RUN CGO_ENABLED=0 GOOS=linux GOARCH=amd64 go build -ldflags="-w -s" .
FROM scratch
WORKDIR /app
COPY --from=builder /app/dev-to /usr/bin/
ENTRYPOINT ["dev-to"]
Building and checking the image size:
- if you didn't do yet
cd dev-to
docker build -t dev-to .
docker images | grep dev-to -B 1
Expected output:
Voila ! The generated Docker Image has 4.55MB and it's a runnable web server -> docker run --rm -p 8080:8080 -d dev-to
Make HTTP GET
request in the only route exposed by the server doing:
curl localhost:8080/events
The response should be a JSON of fake events.
What if we remove Multi Stage build from Dockerfile ?
Comment some lines or just rewrite the Dockerfile, for example:
FROM golang:alpine as builder
WORKDIR /app
COPY . .
RUN CGO_ENABLED=0 GOOS=linux GOARCH=amd64 go build -ldflags="-w -s" .
RUN mv dev-to /usr/bin/
ENTRYPOINT ["dev-to"]
And we got an image of size 324MB.
Conclusion
This kind of approach is great for static languages like Golang but even with these languages that compiles a raw binary to be executed by the OS it's always a good idea to be careful when writing Dockerfiles to optimizing the CI/CD proccess and cut some costs.
The scratch base Image contains nothing so it's lightweight but you can't debug container from inside, to do so you can download binaries with RUN
command but I encorage you to use the busybox
as base Image, is also lightweight but non-empty so it's possible to debug containers from inside with exec commands such as docker exec -ti container-name sh
.
Top comments (11)
Another option to consider is DockerSlim... You get to keep a simple Dockerfile. No need for multi-stage and you don't need to worry about missing the certificates or any other extra dependencies.
Take a look at this example github.com/docker-slim/examples/tr...
The original container image is 648MB and it becomes 9.3MB after DockerSlim is done with it.
I saw the README.md from the DockerSlim project and it's super interesting. I'll definitely try it, thanks for sharing Kyle!

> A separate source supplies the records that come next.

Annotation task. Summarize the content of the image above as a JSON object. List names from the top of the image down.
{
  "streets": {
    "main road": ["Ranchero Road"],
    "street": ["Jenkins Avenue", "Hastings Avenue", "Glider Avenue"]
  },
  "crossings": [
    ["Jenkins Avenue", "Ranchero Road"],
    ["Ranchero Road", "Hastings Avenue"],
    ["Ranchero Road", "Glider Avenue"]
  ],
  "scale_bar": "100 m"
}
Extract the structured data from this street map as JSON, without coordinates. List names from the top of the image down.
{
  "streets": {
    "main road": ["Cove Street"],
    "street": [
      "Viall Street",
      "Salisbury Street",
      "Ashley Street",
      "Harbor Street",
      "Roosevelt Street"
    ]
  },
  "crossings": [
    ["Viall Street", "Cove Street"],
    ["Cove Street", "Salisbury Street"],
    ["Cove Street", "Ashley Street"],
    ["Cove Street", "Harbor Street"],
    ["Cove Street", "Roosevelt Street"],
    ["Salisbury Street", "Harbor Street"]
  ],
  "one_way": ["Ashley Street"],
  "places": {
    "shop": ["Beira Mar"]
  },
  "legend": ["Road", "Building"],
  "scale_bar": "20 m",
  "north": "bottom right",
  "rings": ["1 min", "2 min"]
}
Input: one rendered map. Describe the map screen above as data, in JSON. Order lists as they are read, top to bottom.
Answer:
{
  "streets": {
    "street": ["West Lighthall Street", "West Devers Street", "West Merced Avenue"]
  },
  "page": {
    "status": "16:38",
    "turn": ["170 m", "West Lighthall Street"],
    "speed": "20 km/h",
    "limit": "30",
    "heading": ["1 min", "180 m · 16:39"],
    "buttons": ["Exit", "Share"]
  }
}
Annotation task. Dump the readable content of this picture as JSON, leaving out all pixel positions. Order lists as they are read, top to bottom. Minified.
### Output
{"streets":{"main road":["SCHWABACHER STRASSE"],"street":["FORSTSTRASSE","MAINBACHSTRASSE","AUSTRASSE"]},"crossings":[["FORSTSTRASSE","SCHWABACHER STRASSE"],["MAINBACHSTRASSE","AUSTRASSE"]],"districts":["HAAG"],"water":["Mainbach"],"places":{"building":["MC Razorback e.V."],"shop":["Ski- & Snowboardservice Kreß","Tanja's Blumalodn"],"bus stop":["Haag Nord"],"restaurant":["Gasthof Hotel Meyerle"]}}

happy to do an overview to show some of its lesser known capabilities and its more advanced use case if you are interested
Be aware when using scratch that no SSL certificates are present in the image. You'll have to copy them in.
See stackoverflow.com/a/65298923
Good point Brandon, thanks!
You can google for Distroless. Many images in other languages are provided by Google. However, not yet Node.js.
I've never heard of this Image, thanks for sharing !
Lol, that is super cool, that image is minimal. Thanks for tuto.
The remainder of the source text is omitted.